Base’s shareholders will receive 0.026 Energy Fuels common shares plus a special dividend of A$0.065 (Sh5.51) per share in the transaction, which is expected to close by the end of August 2024.
The shareholders will hold approximately 16.4 percent of the combined group after the deal, giving Energy Fuels the majority 83.6 percent stake.
The company’s move to bring in a strategic partner comes ahead of its shift in focus to Madagascar’s Toliara titanium mining operation, and the closure of the Kenyan operation whose viable ore has been depleted.
“The combined group will retain Base Resources’ leadership team, who will continue to oversee the development and operation of the Toliara Project and the completion of operations and closure of Kwale Operations,” the Australian multinational said in a statement.
Base acquired the Kwale project in 2010 from Canada’s Vaaldiam Resources (formerly known as Tiomin Resources) for $3 million —Sh395 million at current exchange rates— and has been paying royalties and taxes since 2014 when shipment of titanium minerals ilmenite, rutile and zircon started.
In the year ending June 2023, the company paid the government a total of $43.71 million (Sh5.8 billion) in royalties and taxes, down from $64.8 million (Sh8.5 billion) in the preceding year.
The 2023 financial year payout comprised $19.1 million in corporate income tax, $14.8 million in mineral royalties, and $2.5 million in withholding taxes on non-government royalties and services. The company also paid $18.7 million in utilities and other service charges to State corporations and county governments.
For the six months to December 2023, royalties stood at $3.7 million (Sh488 million), halving from $7.3 million (Sh961 million) in the six months to December 2022 on account of falling ore production.
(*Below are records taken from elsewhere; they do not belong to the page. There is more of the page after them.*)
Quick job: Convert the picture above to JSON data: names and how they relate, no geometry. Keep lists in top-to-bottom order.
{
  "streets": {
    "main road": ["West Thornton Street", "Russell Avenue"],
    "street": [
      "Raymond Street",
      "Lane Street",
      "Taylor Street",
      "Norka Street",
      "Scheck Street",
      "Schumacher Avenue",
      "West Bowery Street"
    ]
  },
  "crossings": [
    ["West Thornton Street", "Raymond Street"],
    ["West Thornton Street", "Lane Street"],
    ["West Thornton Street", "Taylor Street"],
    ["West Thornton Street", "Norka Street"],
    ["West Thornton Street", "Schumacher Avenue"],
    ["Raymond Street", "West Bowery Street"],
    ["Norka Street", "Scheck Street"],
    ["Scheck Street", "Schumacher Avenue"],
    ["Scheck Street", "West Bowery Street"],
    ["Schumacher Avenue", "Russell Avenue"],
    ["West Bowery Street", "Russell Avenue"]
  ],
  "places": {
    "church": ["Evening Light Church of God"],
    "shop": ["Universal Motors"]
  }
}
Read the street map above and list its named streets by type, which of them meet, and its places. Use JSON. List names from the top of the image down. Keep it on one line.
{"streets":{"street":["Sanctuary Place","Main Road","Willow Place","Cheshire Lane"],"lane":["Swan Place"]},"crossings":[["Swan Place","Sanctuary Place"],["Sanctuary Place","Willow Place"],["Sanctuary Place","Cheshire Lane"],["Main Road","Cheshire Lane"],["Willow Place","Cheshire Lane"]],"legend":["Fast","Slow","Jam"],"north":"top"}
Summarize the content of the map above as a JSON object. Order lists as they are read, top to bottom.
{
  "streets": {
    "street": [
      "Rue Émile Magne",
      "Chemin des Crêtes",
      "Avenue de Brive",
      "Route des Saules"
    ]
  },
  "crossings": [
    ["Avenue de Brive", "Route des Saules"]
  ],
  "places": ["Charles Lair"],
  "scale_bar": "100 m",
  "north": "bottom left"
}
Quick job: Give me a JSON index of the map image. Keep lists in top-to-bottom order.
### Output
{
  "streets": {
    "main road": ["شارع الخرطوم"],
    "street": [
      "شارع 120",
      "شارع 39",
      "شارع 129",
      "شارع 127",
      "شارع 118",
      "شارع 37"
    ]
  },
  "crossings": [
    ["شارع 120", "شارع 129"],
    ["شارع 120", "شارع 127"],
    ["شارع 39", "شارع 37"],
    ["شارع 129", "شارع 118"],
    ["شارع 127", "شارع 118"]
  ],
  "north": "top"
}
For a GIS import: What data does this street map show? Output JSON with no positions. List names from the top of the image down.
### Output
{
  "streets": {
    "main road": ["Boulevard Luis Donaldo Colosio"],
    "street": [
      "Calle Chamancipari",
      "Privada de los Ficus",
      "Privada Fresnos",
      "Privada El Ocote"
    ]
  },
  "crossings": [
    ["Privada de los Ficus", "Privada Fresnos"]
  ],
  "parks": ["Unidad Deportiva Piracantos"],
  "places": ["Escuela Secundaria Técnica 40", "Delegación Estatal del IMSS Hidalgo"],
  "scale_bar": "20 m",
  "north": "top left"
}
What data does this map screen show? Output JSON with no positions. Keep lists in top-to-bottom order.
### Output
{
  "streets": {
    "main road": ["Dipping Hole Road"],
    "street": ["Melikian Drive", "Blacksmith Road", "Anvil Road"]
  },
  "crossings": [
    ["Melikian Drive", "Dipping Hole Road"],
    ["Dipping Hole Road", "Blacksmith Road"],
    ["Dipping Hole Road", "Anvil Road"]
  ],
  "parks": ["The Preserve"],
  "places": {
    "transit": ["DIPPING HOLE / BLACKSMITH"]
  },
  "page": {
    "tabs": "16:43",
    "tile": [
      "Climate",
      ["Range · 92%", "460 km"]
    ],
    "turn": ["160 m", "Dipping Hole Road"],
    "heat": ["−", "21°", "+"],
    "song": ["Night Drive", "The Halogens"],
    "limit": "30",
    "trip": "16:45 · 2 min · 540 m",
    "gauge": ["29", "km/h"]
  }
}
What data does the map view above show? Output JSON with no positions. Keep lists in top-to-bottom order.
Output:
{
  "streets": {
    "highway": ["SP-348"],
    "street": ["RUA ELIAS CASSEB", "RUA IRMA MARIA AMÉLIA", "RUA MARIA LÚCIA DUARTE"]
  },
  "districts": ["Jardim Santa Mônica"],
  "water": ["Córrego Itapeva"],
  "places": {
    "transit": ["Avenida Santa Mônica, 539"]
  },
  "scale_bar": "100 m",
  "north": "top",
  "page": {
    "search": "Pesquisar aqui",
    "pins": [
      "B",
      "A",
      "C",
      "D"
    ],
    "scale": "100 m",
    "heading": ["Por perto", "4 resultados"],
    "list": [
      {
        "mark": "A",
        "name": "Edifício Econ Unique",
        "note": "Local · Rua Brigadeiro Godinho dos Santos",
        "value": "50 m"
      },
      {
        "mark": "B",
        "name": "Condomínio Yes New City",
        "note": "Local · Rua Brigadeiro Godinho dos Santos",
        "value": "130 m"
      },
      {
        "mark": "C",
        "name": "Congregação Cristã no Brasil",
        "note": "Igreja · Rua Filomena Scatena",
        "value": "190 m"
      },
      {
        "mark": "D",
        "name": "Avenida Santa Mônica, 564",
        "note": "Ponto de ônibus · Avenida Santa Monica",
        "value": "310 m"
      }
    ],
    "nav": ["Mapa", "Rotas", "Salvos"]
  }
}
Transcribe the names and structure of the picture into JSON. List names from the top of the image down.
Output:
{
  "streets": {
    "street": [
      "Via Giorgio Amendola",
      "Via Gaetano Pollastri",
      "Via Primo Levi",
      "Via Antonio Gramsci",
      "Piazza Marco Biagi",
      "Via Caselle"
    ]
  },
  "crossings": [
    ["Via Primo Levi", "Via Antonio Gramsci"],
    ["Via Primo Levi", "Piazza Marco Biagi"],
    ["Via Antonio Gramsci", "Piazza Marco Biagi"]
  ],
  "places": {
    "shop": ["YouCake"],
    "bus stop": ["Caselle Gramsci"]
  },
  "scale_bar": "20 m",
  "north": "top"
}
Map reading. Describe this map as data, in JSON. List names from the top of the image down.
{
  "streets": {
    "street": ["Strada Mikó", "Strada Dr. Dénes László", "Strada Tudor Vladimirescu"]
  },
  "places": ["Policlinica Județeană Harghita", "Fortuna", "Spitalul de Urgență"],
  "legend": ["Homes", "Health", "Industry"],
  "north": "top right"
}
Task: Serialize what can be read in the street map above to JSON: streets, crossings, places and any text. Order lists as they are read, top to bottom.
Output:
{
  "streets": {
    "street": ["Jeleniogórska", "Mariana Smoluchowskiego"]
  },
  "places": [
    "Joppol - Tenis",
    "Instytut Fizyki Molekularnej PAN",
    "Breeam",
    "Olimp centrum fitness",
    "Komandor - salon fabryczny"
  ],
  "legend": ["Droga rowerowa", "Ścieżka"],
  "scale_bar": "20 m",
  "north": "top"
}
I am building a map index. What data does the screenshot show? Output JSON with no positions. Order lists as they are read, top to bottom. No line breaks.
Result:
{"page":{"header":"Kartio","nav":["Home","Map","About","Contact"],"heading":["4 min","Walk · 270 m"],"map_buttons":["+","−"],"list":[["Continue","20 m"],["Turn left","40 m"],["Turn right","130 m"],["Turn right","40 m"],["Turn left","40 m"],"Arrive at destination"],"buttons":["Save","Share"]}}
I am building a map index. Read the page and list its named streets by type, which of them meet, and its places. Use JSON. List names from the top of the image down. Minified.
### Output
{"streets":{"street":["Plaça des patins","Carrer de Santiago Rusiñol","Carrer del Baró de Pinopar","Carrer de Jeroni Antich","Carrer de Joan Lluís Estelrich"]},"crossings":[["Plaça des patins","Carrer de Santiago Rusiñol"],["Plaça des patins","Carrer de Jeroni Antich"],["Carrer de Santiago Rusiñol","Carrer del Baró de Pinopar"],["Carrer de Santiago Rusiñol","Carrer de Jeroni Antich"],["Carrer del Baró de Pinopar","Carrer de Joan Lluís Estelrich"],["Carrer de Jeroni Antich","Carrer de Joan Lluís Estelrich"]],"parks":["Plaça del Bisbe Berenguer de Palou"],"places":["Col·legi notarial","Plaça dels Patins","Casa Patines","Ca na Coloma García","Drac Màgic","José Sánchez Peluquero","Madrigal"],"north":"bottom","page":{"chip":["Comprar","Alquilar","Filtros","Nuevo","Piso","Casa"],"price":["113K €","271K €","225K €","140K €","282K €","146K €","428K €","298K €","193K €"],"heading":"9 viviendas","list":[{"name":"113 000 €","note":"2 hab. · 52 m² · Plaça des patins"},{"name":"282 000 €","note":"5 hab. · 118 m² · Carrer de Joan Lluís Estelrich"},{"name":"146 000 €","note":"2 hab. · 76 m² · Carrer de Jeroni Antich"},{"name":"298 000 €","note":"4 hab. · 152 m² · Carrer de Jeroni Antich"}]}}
The venture has also been profitable for the Australian multinational, which has earned billions of shillings in dividends, including an $84 million (Sh11 billion) payout in the year ended June 2023.
Base will, however, shut the Kwale operation at the end of this year, saying that there are not enough titanium resources in new areas it has been exploring to sustain the operations beyond December.
The Kwale-based miner has set aside Sh1 billion ($7.7 million) to compensate hundreds of workers set to be laid off as it winds down local operations by the end of this year.
The company made the redundancy provision in its financials for the six months ended December 2023, indicating that it is on course to close down the Kwale operation upon the depletion of commercially viable ore.
As per the latest Base Resources annual report, the Kenyan subsidiary had a total of 1,746 employees and contractors on its books by June 2023.
The 2023 annual report did not break down the split between employees and contractors, but an earlier one covering the year to June 2022 has stated that the firm had 888 employees on its books, out of whom 870 were Kenyans drawn mostly from Kwale and Mombasa counties.